If you are able to run a script, here is what I did for a similar situation:
Using a dictionary/hashMap (associative array) and variables for the sed command, we can loop through the array to replace several strings. Including a wildcard in the name_pattern will allow to replace in-place in files with a pattern (this could be something like name_pattern='File*.txt' ) in a specific directory (source_dir).
All the changes are written in the logfile in the destin_dir
#!/bin/bash
source_dir=source_path
destin_dir=destin_path
logfile='sedOutput.txt'
name_pattern='File.txt'
echo "--Begin $(date)--" | tee -a $destin_dir/$logfile
echo "Source_DIR=$source_dir destin_DIR=$destin_dir "
declare -A pairs=(
['WHAT1']='FOR1'
['OTHER_string_to replace']='string replaced'
)
for i in "${!pairs[#]}"; do
j=${pairs[$i]}
echo "[$i]=$j"
replace_what=$i
replace_for=$j
echo " "
echo "Replace: $replace_what for: $replace_for"
find $source_dir -name $name_pattern | xargs sed -i "s/$replace_what/$replace_for/g"
find $source_dir -name $name_pattern | xargs -I{} grep -n "$replace_for" {} /dev/null | tee -a $destin_dir/$logfile
done
echo " "
echo "----End $(date)---" | tee -a $destin_dir/$logfile
First, the pairs array is declared, each pair is a replacement string, then WHAT1 will be replaced for FOR1 and OTHER_string_to replace will be replaced for string replaced in the file File.txt. In the loop the array is read, the first member of the pair is retrieved as replace_what=$i and the second as replace_for=$j. The find command searches in the directory the filename (that may contain a wildcard) and the sed -i command replaces in the same file(s) what was previously defined. Finally I added a grep redirected to the logfile to log the changes made in the file(s).
This worked for me in GNU Bash 4.3 sed 4.2.2 and based upon VasyaNovikov's answer for Loop over tuples in bash.
The Silver Searcher Solution
I'm adding another option for those people who don't know about the amazing tool called The Silver Searcher (command line tool is ag).

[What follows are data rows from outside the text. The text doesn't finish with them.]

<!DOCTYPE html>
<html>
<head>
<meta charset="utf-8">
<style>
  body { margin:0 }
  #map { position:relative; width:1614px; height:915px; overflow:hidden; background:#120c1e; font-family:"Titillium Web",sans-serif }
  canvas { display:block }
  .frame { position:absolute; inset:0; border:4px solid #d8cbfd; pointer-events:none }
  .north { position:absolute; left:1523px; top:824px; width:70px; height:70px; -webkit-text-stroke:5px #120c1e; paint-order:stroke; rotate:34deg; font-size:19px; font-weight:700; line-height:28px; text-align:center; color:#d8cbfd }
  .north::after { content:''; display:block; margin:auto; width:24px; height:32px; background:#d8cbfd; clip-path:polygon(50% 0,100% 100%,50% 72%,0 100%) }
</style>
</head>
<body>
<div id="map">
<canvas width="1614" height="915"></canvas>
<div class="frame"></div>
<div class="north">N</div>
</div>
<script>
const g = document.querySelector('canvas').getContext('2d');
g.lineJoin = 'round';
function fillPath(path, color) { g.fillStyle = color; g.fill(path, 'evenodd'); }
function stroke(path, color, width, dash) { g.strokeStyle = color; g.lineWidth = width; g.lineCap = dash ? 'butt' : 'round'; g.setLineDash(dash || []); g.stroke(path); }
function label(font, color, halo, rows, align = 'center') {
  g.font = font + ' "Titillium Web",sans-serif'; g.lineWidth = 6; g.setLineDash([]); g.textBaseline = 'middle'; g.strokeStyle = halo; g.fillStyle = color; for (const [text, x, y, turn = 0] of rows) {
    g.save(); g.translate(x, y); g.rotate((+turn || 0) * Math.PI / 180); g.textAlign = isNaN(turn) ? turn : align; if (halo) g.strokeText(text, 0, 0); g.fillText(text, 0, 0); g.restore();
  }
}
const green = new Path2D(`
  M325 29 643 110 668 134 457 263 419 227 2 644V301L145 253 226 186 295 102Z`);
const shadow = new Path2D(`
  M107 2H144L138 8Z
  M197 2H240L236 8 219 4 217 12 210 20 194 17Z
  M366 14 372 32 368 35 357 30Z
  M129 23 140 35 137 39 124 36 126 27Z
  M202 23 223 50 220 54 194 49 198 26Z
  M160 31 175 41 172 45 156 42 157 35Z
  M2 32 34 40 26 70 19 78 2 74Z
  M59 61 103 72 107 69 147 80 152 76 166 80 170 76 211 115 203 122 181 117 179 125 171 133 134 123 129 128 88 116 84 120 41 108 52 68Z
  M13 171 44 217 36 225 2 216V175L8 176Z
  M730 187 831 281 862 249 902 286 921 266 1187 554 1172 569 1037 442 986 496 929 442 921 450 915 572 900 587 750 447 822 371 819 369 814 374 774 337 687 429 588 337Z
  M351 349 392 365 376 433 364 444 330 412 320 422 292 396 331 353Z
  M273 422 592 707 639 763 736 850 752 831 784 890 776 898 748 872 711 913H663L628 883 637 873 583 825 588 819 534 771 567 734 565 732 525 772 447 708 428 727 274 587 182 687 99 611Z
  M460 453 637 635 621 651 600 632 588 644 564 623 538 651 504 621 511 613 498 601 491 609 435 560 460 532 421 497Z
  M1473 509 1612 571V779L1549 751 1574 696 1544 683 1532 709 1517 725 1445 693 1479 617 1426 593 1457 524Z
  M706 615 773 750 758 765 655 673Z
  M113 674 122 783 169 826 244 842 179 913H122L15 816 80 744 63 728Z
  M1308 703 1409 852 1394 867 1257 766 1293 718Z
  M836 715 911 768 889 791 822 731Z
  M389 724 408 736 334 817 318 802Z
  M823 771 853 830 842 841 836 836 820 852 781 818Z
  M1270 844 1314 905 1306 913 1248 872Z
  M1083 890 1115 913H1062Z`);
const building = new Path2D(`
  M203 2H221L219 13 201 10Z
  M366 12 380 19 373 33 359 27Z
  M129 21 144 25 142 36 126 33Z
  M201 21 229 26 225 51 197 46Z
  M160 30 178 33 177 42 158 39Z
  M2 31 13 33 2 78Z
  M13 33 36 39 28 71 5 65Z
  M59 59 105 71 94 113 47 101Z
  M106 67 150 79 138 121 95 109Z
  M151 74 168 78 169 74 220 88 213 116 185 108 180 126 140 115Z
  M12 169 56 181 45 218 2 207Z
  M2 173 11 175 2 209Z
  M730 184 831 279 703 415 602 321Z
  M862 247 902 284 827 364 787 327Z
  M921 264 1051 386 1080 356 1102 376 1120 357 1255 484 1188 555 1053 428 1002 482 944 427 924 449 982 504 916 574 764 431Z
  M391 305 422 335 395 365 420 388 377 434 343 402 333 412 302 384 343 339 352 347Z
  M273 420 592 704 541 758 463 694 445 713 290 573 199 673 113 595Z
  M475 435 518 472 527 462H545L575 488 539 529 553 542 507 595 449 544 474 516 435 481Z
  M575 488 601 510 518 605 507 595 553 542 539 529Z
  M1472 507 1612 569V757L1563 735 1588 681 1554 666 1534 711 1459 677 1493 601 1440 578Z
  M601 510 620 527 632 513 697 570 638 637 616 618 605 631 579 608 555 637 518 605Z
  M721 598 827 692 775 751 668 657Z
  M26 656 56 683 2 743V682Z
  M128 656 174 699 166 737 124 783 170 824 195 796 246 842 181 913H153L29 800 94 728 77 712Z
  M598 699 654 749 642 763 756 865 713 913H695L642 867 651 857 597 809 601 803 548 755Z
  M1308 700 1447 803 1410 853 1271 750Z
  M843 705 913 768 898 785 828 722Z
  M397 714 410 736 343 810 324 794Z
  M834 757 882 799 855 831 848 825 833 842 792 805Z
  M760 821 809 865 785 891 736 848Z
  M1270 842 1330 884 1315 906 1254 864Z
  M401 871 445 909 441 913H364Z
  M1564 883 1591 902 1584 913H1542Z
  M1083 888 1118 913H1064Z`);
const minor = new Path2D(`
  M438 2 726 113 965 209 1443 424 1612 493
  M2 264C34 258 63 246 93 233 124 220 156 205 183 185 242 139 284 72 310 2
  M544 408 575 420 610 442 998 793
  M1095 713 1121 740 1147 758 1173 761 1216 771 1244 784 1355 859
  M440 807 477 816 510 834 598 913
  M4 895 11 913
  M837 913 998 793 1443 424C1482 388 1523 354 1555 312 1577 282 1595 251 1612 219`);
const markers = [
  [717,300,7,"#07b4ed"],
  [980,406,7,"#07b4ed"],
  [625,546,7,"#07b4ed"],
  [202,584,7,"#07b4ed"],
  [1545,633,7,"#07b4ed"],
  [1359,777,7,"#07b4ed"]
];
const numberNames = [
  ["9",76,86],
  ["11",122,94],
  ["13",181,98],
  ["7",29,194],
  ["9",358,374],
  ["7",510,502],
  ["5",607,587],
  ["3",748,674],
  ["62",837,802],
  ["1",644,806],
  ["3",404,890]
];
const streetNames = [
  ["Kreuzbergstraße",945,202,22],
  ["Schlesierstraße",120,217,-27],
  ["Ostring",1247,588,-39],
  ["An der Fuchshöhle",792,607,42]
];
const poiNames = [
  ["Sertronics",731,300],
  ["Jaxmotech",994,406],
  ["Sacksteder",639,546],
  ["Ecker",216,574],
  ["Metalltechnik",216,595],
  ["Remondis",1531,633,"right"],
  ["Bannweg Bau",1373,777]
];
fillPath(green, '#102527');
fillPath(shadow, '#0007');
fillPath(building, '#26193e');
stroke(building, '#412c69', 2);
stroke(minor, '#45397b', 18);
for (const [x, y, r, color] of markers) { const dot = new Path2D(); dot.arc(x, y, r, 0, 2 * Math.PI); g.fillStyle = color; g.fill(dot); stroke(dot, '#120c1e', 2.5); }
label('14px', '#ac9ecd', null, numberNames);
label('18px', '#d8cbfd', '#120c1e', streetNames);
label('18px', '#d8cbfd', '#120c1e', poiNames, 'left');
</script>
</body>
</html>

Note: You can use grep and other tools to do the same thing here, but The Silver Searcher is fantastic :)
TLDR
ag -l 'abc' | xargs sed -i 's/abc/xyz/g'
Install The Silver Searcher
sudo apt install silversearcher-ag # Debian / Ubuntu
sudo pacman -S the_silver_searcher # Arch / EndeavourOS
sudo yum install epel-release the_silver_searcher # RHEL / CentOS
Demo Files
Paste the following into your terminal to create some demonstration files:
mkdir /tmp/food
cd /tmp/food
content="Everybody loves to abc this food!"
echo "$content" > ./milk
echo "$content" > ./bread
mkdir ./fastfood
echo "$content" > ./fastfood/pizza
echo "$content" > ./fastfood/burger
mkdir ./fruit
echo "$content" > ./fruit/apple
echo "$content" > ./fruit/apricot
Using 'ag'
The following ag command will recursively find all the files that contain the string 'abc'. It ignores the .git directory, .gitignore files, and other ignore files:
$ ag 'abc'
milk
1:Everybody loves to abc this food!
bread
1:Everybody loves to abc this food!
fastfood/burger
1:Everybody loves to abc this food!
fastfood/pizza
1:Everybody loves to abc this food!
fruit/apple
1:Everybody loves to abc this food!
fruit/apricot
1:Everybody loves to abc this food!
To just list the files that contain the string 'abc', use the -l switch:
$ ag -l 'abc'
bread
fastfood/burger
fastfood/pizza
fruit/apricot
milk
fruit/apple
Changing Multiple Files
Finally, using xargs and sed, we can replace the 'abc' string with another string:
ag -l 'abc' | xargs sed -i 's/abc/eat/g'
In the above command, ag is listing all the files that contain the string 'abc'. The xargs command is splitting the file names and piping them individually into the sed command.